Turkey increasingly turning to less volatile cryptocurrency - analysis

This summer's crisis, along with with the country’s savvy youthful population could help explain why many are searching for alternatives to fiat currency and increasingly turning to cryptocurrency in Turkey, Slate Magazine reported.

Trading volumes on Turkish cryptocurrency exchanges increased by 37 percent since October, which saw record losses for Bitcoin, the article said, pointing to the massive sell-off cryptocurrencies in the country this year.

The article cited a study by a Turkish research firm called Twentify, which found that nearly one-fifth of survey respondents admitted to purchasing and selling Bitcoin after August, when the lira went on a downward spiral.

Though the lira has since recovered much of its value since the summer when an ongoing row between Washington and Ankara sent the lira on a dive against the U.S. dollar, it is still down by more than 30 percent so far this year.

As Inflation also continues to be a major concern, hitting a 15-year high in September, Slate said, analysts are warning that the Turkish economy could be headed in the direction of a recession.

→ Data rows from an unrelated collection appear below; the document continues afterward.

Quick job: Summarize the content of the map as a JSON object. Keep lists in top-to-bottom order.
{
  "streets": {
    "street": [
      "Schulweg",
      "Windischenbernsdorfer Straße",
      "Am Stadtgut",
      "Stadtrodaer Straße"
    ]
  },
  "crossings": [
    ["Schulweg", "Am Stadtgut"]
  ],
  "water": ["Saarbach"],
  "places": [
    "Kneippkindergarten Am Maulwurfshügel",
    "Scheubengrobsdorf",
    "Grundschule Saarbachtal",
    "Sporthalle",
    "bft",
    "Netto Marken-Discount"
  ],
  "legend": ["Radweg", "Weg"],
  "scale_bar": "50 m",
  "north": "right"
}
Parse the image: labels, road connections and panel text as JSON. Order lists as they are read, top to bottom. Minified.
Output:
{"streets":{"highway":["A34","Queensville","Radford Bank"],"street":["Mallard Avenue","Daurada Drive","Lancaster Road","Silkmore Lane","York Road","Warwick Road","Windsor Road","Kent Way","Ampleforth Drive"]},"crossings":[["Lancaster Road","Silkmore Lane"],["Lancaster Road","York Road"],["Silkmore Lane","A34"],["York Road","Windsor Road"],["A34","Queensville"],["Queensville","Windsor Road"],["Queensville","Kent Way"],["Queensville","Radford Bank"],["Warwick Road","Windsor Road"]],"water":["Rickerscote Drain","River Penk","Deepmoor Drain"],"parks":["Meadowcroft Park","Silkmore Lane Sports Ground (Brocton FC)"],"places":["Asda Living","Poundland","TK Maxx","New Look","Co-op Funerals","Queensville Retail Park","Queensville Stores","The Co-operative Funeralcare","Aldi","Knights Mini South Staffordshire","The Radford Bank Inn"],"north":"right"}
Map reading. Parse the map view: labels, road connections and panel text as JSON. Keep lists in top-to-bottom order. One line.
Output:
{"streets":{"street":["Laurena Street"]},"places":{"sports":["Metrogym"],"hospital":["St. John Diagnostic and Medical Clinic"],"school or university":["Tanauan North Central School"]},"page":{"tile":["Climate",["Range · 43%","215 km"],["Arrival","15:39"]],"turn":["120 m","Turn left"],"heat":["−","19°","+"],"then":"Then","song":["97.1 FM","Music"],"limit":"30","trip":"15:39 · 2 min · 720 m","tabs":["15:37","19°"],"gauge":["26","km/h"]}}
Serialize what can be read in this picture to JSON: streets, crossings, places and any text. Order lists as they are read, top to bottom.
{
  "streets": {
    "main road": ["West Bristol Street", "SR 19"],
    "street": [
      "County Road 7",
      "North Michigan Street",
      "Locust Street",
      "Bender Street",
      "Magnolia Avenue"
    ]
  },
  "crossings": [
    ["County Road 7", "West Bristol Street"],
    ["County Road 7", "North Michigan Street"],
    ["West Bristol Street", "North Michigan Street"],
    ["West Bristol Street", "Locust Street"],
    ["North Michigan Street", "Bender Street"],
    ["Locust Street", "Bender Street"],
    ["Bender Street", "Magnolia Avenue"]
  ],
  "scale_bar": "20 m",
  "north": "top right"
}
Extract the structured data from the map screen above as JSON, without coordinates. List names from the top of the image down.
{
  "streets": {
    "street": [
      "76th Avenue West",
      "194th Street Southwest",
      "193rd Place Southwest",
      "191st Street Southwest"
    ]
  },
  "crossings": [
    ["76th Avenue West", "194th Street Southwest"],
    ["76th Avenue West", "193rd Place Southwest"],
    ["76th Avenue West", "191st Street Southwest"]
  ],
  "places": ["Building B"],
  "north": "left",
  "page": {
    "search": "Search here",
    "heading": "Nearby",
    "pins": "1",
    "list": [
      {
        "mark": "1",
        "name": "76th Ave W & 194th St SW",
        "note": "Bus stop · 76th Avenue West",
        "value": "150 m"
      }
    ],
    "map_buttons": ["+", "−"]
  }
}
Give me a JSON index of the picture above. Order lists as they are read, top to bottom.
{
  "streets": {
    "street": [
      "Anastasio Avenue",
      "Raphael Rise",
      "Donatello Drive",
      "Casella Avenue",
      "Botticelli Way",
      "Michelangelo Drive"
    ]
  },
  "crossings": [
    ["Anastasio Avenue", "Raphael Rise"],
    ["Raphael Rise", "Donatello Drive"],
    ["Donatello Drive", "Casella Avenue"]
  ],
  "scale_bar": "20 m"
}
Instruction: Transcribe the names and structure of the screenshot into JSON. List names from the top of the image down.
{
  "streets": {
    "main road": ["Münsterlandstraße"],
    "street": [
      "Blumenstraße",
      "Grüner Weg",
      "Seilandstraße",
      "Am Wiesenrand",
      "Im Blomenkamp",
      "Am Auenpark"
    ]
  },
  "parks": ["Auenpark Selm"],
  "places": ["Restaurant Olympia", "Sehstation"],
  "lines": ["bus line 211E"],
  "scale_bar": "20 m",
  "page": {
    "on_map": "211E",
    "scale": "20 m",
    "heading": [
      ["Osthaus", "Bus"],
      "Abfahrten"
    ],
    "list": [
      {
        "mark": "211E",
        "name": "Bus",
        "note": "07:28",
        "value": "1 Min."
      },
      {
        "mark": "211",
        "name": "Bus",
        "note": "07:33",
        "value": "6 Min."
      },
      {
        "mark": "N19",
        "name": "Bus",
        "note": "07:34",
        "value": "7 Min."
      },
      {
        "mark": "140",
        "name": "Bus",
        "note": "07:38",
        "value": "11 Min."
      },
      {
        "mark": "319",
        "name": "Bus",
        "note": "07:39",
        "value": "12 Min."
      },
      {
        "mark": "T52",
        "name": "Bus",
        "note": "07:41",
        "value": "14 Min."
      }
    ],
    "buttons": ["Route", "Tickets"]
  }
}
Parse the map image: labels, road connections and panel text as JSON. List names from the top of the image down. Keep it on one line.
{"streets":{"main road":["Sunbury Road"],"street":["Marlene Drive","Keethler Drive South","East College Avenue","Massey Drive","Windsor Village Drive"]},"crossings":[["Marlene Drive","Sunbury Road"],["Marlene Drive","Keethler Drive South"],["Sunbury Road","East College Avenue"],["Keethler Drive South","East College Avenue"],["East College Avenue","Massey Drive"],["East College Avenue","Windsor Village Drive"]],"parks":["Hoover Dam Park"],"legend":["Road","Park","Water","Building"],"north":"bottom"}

‘’With a plummeting national currency and fluctuating prices, it’s no wonder Turks would consider investments set apart from state-regulated institutions, even given cryptocurrencies’ risk and volatility,’’ it said, recalling that the anonymous co-owner of Bitcoin.org tweeted Aug. 13 that there had been a sizeable increase in the number of visitors to the site from Turkey.

Culturally, Turks are drawn to financial schemes with a high profit margin, Emin Gün Sirer, a Turkish-American professor of computer science who runs the Initiative for Cryptocurrencies and Smart Contracts at Cornell University, told Slate.

Noting that a ‘’trustable decentralized currency that cuts the middleman out is a dream not just for the techno-anarchists among us, but also for countries like Turkey,’’ the article highlighted that despite bitcoin’s popularity in Turkey, state authorities have tried to sway people toward more conventional investments.

Erdogan urged citizens to convert their dollars to shore up the flagging lira and the state’s top religious body, Diyanet, also ruled that it was not “permissible” for Muslims to use and trade cryptocurrencies.

However, trust in financial institutions is at an all-time low, not just in Turkey, according to Vedat Akgiray, a professor of finance at Bogazici University in Istanbul.

For countries like Turkey, the Slate article noted, operating under the hegemony of the dollar-dominated financial system, cryptocurrency is an attractive, but risky dream.